Pacjent: lustrzanka Sony Alfa A390, już po gwarancji
Co się dzieje: Co jakiś czas podczas robienia zdjęcia coś się w środku 'zacina', po czym wyskakuje komunikat "błąd aparatu". Efektem jest całe czarne zdjęcie. Pomaga wyłączenie na kilka sekund i ponowne włączenie. Jednak ten sposób nie działa zawsze - ostatnio rekord 12 "błędów" z rzędu ( z powtórzeniem wyłączenia, odczekania i włączenia).
Może ma ktoś jakiś pomysł co to może być, co można z tym zrobić?
Przepraszam za taki opis, niestety w kwestii fotografii jestem totalnym laikiem - dopiero zaczynam przygodę :)
Pozdrawiam
Forum > Hardware > Problem z aparatem Sony Alfa A390
Wysłane 2014-05-06 22:23
Wysłane 2014-05-07 06:16
Dwie rzeczy - migawka lub mechanizm pdnoszenia lustra.
Dzwoń do serwisu i zapytaj, ile by cię kosztowała naprawa. Nie wiadomo ile sobie zaśpiewają.
Ostatecznie można się wybrać do nieautoryzowanego 'naprawiacza', żeby ktoś bardziej 'świadomy' zrobił rozeznanie.
Musisz także liczyć się z faktem, że aparat odchodzi z tego świata.
Pozdrawiam
Wysłane 2014-05-07 15:47
Jak wyskakuje błąd to jest to charakterystyczne klapnięcie lustra?
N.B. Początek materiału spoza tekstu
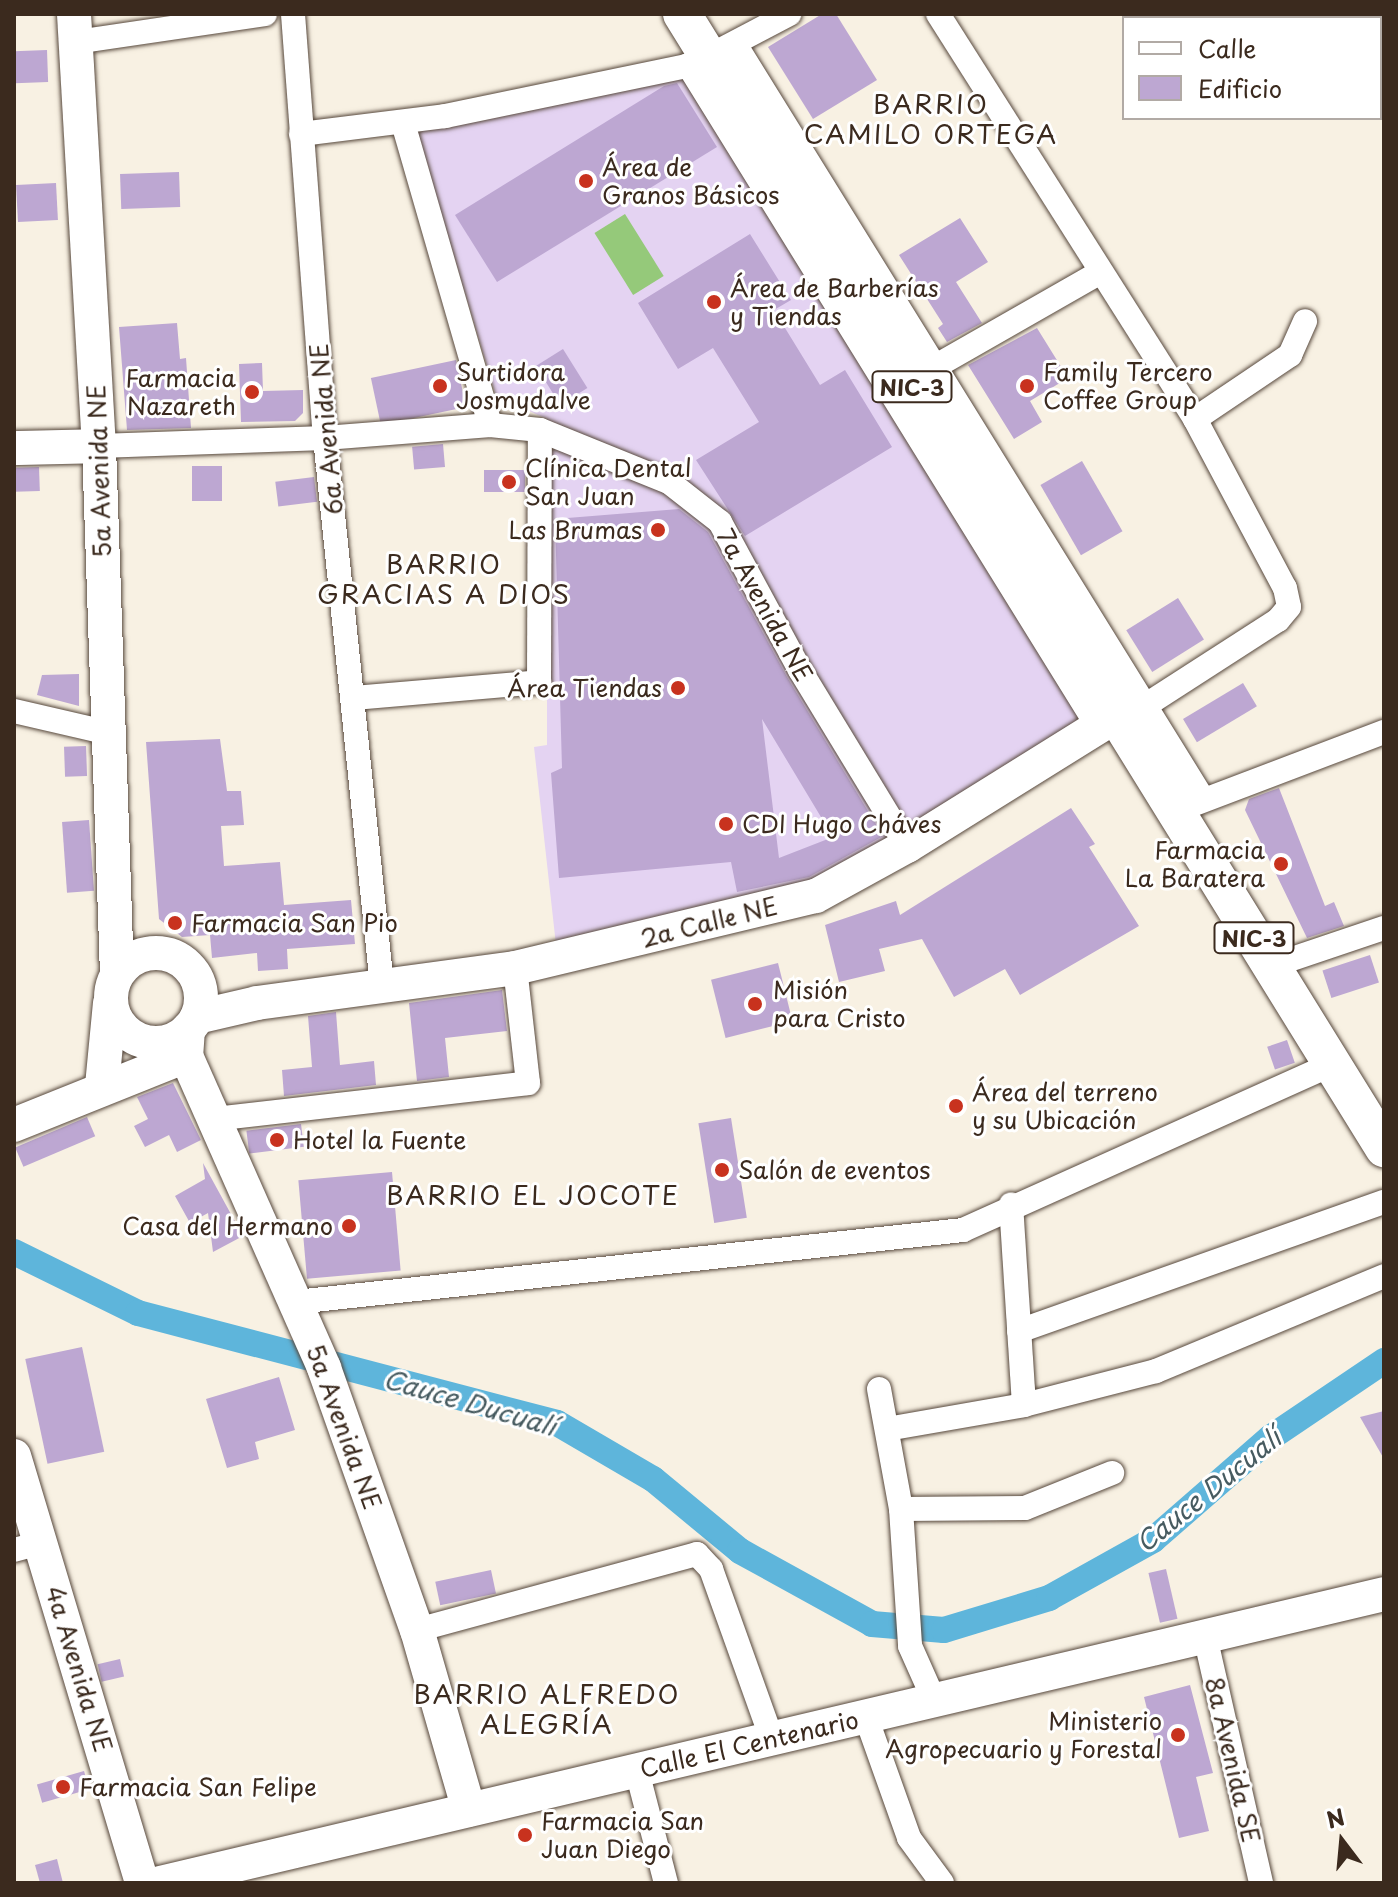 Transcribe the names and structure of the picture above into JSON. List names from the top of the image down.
{
  "streets": {
    "main road": ["NIC-3"],
    "street": [
      "6a Avenida NE",
      "5a Avenida NE",
      "7a Avenida NE",
      "2a Calle NE",
      "4a Avenida NE",
      "Calle El Centenario",
      "8a Avenida SE"
    ]
  },
  "crossings": [
    ["NIC-3", "2a Calle NE"],
    ["6a Avenida NE", "7a Avenida NE"],
    ["6a Avenida NE", "2a Calle NE"],
    ["5a Avenida NE", "7a Avenida NE"],
    ["5a Avenida NE", "2a Calle NE"],
    ["5a Avenida NE", "Calle El Centenario"],
    ["7a Avenida NE", "2a Calle NE"],
    ["Calle El Centenario", "8a Avenida SE"]
  ],
  "districts": [
    "BARRIO CAMILO ORTEGA",
    "BARRIO GRACIAS A DIOS",
    "BARRIO EL JOCOTE",
    "BARRIO ALFREDO ALEGRÍA"
  ],
  "water": ["Cauce Ducualí"],
  "places": [
    "Área de Granos Básicos",
    "Área de Barberías y Tiendas",
    "Surtidora Josmydalve",
    "Family Tercero Coffee Group",
    "Farmacia Nazareth",
    "Clínica Dental San Juan",
    "Las Brumas",
    "Área Tiendas",
    "CDI Hugo Cháves",
    "Farmacia La Baratera",
    "Farmacia San Pio",
    "Misión para Cristo",
    "Área del terreno y su Ubicación",
    "Hotel la Fuente",
    "Salón de eventos",
    "Casa del Hermano",
    "Ministerio Agropecuario y Forestal",
    "Farmacia San Felipe",
    "Farmacia San Juan Diego"
  ],
  "legend": ["Calle", "Edificio"],
  "north": "top"
}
Raczej odpuść sobie autoryzowany serwis bo sprawny aparat jest warty kilkaset zł a skasują Cię pewnie więcej. Jest wiele punktów gdzie robią przeglądy i naprawiają aparaty, ale i tak parę stówek wypadnie raczej...
Ile ma na liczniku? Sprawdzisz jak coś w PhotoME lub np. tutaj.